• What to produce
Within the records that follow, determine how many lines include the word "shadow". State the number and nothing further.

(Stored dataset items)

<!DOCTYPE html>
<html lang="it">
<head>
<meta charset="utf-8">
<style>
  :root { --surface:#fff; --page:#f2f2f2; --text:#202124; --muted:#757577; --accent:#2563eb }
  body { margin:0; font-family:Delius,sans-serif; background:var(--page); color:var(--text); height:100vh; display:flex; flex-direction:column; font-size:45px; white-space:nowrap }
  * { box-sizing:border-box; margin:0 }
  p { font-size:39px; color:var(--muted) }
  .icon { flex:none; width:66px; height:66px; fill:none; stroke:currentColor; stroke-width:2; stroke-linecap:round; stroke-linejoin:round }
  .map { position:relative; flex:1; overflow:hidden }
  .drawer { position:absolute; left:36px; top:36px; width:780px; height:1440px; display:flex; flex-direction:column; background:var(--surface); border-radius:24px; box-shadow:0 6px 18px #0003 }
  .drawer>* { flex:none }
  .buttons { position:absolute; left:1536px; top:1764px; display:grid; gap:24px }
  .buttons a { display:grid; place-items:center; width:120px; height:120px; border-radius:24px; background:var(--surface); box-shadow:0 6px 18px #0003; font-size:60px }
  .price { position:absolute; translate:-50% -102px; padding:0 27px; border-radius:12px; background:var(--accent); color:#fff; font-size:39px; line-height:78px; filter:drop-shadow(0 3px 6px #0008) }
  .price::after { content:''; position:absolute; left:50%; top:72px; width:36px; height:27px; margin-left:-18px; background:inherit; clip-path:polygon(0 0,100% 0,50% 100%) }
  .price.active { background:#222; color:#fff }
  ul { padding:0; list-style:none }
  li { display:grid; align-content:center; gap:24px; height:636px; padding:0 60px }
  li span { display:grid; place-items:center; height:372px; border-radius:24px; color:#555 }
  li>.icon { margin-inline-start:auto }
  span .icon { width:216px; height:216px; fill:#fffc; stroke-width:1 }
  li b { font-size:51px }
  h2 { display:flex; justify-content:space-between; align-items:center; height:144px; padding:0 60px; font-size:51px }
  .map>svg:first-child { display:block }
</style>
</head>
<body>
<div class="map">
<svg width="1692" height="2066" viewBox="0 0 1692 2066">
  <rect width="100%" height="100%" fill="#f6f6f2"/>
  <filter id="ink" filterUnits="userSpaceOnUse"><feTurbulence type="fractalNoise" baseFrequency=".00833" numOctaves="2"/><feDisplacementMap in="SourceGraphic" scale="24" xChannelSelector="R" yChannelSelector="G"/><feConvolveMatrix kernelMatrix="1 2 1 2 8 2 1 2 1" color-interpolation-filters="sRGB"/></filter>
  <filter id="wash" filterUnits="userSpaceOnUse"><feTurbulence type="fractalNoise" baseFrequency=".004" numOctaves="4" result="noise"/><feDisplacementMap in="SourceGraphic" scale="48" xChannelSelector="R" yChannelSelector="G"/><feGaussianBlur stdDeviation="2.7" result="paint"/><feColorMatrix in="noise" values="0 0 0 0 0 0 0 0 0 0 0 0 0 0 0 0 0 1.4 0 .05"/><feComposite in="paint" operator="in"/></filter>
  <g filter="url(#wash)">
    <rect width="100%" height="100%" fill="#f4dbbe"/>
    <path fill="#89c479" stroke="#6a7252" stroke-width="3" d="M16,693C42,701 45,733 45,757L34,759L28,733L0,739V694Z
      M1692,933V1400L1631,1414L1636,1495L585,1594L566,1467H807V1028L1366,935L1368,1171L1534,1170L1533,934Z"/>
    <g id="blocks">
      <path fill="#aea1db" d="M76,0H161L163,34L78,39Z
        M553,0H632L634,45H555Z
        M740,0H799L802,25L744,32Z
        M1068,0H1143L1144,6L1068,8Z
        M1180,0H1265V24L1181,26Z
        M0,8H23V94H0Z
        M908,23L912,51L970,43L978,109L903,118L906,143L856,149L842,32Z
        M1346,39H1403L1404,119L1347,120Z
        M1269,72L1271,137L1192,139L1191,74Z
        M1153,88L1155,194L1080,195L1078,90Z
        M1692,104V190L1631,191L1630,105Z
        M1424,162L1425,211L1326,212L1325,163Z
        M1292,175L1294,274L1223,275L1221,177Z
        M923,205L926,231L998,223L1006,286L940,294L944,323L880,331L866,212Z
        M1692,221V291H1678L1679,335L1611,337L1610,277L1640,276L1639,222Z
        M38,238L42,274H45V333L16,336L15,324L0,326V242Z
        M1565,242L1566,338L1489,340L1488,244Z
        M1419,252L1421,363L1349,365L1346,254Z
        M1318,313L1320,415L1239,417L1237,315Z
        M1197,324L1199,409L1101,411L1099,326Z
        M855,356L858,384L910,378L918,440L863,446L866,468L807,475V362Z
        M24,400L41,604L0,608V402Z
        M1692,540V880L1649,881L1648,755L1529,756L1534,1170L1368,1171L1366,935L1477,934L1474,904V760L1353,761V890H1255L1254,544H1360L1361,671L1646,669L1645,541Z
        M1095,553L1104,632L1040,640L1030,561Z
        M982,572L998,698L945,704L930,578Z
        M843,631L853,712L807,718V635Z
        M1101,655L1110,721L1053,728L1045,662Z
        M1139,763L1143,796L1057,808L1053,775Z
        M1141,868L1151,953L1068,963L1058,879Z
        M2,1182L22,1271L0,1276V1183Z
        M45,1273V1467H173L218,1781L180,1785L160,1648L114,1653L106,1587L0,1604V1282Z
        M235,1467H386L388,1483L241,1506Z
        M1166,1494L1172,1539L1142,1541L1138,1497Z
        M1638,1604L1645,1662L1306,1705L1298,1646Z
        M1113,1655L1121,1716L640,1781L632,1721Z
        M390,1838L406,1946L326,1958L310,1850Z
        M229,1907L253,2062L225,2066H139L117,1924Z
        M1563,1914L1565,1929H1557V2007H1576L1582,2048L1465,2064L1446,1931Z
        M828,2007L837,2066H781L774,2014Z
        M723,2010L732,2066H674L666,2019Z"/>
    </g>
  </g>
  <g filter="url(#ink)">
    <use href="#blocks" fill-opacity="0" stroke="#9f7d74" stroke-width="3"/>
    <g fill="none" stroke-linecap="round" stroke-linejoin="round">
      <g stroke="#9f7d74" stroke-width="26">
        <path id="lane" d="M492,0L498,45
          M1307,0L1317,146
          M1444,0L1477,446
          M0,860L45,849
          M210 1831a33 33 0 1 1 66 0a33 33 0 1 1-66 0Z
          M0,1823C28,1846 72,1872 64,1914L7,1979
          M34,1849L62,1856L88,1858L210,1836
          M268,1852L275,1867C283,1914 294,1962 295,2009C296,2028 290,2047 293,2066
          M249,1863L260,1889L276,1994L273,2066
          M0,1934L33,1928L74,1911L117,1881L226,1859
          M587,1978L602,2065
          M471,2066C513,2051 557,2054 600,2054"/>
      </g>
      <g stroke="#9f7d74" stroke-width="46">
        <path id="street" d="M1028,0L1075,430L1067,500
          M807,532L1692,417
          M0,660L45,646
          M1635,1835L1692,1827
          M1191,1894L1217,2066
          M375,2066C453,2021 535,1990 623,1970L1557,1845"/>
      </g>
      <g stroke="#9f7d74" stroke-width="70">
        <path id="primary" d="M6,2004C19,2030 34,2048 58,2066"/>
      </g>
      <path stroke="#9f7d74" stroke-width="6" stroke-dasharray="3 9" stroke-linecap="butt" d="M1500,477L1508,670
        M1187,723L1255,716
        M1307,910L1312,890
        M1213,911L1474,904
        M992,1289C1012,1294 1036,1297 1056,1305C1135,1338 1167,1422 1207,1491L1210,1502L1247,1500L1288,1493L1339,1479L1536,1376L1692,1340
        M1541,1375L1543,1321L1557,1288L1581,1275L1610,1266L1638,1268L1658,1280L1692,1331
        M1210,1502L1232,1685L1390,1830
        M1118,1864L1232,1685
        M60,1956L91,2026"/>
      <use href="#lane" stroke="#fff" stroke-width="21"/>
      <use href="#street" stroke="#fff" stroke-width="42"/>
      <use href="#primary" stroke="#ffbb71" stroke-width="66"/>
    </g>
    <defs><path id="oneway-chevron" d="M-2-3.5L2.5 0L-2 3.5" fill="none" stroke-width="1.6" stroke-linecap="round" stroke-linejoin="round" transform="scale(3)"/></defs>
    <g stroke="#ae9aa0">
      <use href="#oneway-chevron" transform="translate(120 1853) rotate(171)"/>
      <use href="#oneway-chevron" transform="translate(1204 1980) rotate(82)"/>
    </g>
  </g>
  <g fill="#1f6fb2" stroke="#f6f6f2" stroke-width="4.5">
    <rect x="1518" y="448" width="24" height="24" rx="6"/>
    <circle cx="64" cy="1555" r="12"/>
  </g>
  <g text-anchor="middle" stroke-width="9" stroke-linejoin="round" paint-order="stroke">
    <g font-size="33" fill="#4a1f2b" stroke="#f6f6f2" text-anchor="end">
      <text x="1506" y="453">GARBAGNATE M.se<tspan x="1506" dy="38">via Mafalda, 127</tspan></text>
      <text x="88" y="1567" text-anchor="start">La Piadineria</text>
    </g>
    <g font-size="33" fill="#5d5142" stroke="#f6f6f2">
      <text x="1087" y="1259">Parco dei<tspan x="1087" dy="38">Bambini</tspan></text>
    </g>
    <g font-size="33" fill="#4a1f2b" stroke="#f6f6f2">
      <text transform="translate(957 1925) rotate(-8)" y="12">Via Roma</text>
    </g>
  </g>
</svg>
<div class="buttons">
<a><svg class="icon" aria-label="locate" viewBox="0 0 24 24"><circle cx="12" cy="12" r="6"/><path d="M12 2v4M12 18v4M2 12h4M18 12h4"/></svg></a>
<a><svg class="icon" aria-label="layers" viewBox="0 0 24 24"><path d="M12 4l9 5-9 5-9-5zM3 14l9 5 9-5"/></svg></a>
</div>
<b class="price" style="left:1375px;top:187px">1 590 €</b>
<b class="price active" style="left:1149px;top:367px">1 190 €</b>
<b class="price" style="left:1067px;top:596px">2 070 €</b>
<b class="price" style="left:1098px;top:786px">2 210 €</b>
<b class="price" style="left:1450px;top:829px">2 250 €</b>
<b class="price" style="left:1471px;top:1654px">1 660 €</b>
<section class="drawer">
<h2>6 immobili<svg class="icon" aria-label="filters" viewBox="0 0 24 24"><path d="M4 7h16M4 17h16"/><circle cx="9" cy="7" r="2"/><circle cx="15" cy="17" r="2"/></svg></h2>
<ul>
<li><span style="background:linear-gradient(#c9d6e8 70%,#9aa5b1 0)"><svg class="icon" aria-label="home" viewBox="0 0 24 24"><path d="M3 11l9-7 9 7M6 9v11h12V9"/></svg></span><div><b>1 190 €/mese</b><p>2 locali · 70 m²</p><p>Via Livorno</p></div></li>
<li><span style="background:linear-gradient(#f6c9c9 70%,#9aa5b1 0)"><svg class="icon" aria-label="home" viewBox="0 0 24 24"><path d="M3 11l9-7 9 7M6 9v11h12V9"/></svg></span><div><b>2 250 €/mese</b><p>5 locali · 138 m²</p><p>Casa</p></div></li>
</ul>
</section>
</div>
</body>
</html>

• Response for this exercise
3